Reproduce word for word the lines between those holding "Input: one rendered map. Parse" and "Read this page", inclusive, and nothing else from the data below.

- **Data provided**:
******************************
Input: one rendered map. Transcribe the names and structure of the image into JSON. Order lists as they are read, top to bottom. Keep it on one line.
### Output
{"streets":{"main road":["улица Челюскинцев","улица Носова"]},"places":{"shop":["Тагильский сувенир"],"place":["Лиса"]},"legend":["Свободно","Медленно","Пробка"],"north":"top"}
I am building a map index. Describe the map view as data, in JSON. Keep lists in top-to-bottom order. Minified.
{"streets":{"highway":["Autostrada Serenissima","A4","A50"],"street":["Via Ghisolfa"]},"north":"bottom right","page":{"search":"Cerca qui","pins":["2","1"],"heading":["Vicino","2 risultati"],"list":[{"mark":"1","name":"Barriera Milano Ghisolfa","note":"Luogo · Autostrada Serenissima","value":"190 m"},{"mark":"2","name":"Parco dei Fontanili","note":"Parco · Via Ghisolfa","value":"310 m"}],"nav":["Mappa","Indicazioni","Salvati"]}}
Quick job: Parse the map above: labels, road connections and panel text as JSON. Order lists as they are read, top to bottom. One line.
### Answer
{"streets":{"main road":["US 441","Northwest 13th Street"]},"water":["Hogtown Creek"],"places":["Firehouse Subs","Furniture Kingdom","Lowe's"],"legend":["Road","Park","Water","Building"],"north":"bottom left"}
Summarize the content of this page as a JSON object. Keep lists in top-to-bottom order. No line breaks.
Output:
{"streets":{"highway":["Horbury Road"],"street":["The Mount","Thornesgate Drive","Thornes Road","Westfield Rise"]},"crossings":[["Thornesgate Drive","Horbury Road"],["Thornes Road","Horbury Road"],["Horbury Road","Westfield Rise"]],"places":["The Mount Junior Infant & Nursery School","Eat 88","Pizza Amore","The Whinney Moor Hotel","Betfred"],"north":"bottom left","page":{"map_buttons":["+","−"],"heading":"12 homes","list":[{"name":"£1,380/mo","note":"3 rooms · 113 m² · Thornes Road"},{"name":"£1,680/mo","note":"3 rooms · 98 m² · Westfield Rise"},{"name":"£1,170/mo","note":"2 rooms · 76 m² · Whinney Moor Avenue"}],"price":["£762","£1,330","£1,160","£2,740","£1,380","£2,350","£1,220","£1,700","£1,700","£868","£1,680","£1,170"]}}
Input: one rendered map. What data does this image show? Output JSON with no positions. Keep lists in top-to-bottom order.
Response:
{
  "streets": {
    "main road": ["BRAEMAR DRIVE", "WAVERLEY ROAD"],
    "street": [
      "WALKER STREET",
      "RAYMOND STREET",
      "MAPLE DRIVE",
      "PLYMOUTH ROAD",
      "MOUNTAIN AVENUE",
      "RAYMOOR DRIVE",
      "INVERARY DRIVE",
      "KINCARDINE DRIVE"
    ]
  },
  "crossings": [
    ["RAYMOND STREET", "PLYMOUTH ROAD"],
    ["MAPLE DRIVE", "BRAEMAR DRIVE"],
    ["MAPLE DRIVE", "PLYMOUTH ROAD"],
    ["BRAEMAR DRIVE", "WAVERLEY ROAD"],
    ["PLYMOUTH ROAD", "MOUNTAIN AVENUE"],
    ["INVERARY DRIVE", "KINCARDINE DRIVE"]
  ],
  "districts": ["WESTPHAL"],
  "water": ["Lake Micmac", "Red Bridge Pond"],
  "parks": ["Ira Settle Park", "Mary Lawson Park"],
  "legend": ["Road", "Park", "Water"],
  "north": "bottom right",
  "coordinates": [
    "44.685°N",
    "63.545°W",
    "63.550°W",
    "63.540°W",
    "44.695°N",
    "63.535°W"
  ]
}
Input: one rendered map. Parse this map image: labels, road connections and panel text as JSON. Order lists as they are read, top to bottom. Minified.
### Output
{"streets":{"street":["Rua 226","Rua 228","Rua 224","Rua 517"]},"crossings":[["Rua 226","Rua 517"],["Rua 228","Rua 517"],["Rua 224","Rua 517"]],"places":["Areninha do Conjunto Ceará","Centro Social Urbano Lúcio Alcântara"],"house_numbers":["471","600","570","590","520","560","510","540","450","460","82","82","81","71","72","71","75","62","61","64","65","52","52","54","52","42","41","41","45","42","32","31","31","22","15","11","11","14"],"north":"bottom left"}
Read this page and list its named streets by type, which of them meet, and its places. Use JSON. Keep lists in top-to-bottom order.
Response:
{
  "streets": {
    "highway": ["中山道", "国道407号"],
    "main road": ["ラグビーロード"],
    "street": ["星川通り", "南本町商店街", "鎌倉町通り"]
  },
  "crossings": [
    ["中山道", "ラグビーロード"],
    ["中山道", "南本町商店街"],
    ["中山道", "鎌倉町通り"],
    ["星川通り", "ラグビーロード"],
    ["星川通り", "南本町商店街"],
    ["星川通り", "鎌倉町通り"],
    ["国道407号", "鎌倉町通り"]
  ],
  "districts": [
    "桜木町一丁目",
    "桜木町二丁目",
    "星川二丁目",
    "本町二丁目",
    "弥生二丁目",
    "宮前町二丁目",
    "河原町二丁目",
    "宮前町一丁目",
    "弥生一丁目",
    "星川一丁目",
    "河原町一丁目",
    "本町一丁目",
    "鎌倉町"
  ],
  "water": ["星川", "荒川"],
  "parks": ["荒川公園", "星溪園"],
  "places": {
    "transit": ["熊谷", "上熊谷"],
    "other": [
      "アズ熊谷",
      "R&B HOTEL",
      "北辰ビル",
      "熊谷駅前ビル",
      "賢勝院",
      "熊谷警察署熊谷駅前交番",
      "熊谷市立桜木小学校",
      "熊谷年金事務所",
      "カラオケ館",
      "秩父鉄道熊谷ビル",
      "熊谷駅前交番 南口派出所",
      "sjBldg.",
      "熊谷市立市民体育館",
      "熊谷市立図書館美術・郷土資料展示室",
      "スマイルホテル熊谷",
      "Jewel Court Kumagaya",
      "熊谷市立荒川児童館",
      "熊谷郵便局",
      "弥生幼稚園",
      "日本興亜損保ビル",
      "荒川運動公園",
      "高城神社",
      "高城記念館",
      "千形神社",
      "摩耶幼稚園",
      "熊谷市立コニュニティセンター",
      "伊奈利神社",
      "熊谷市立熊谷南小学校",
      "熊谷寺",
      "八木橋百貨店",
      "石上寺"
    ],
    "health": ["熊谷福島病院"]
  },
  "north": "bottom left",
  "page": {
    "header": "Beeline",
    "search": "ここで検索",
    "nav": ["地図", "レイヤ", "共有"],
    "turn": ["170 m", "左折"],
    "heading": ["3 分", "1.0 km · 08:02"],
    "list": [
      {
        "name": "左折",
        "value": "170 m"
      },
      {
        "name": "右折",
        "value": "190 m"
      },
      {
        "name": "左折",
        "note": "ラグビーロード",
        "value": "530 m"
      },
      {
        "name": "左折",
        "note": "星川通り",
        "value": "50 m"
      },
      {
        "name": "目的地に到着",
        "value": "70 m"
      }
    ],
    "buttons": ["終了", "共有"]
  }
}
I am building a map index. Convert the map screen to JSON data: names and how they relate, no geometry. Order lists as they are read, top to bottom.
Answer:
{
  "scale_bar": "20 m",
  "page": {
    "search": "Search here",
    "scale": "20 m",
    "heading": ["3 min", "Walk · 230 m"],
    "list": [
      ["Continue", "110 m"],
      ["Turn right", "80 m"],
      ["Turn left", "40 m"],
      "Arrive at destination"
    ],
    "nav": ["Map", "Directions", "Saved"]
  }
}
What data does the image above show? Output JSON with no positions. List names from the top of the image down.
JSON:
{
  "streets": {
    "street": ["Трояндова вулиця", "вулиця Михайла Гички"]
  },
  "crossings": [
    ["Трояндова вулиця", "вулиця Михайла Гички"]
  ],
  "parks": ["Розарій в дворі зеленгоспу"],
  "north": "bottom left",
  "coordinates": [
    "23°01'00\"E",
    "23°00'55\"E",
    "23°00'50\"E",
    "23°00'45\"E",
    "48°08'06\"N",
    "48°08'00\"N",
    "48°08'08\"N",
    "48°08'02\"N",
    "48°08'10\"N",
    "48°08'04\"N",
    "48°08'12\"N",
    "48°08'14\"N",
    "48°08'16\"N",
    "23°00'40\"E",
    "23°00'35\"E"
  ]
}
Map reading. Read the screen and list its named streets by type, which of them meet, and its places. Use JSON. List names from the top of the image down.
******************************
- **Answer section**:
Input: one rendered map. Parse this map image: labels, road connections and panel text as JSON. Order lists as they are read, top to bottom. Minified.
### Output
{"streets":{"street":["Rua 226","Rua 228","Rua 224","Rua 517"]},"crossings":[["Rua 226","Rua 517"],["Rua 228","Rua 517"],["Rua 224","Rua 517"]],"places":["Areninha do Conjunto Ceará","Centro Social Urbano Lúcio Alcântara"],"house_numbers":["471","600","570","590","520","560","510","540","450","460","82","82","81","71","72","71","75","62","61","64","65","52","52","54","52","42","41","41","45","42","32","31","31","22","15","11","11","14"],"north":"bottom left"}
Read this page and list its named streets by type, which of them meet, and its places. Use JSON. Keep lists in top-to-bottom order.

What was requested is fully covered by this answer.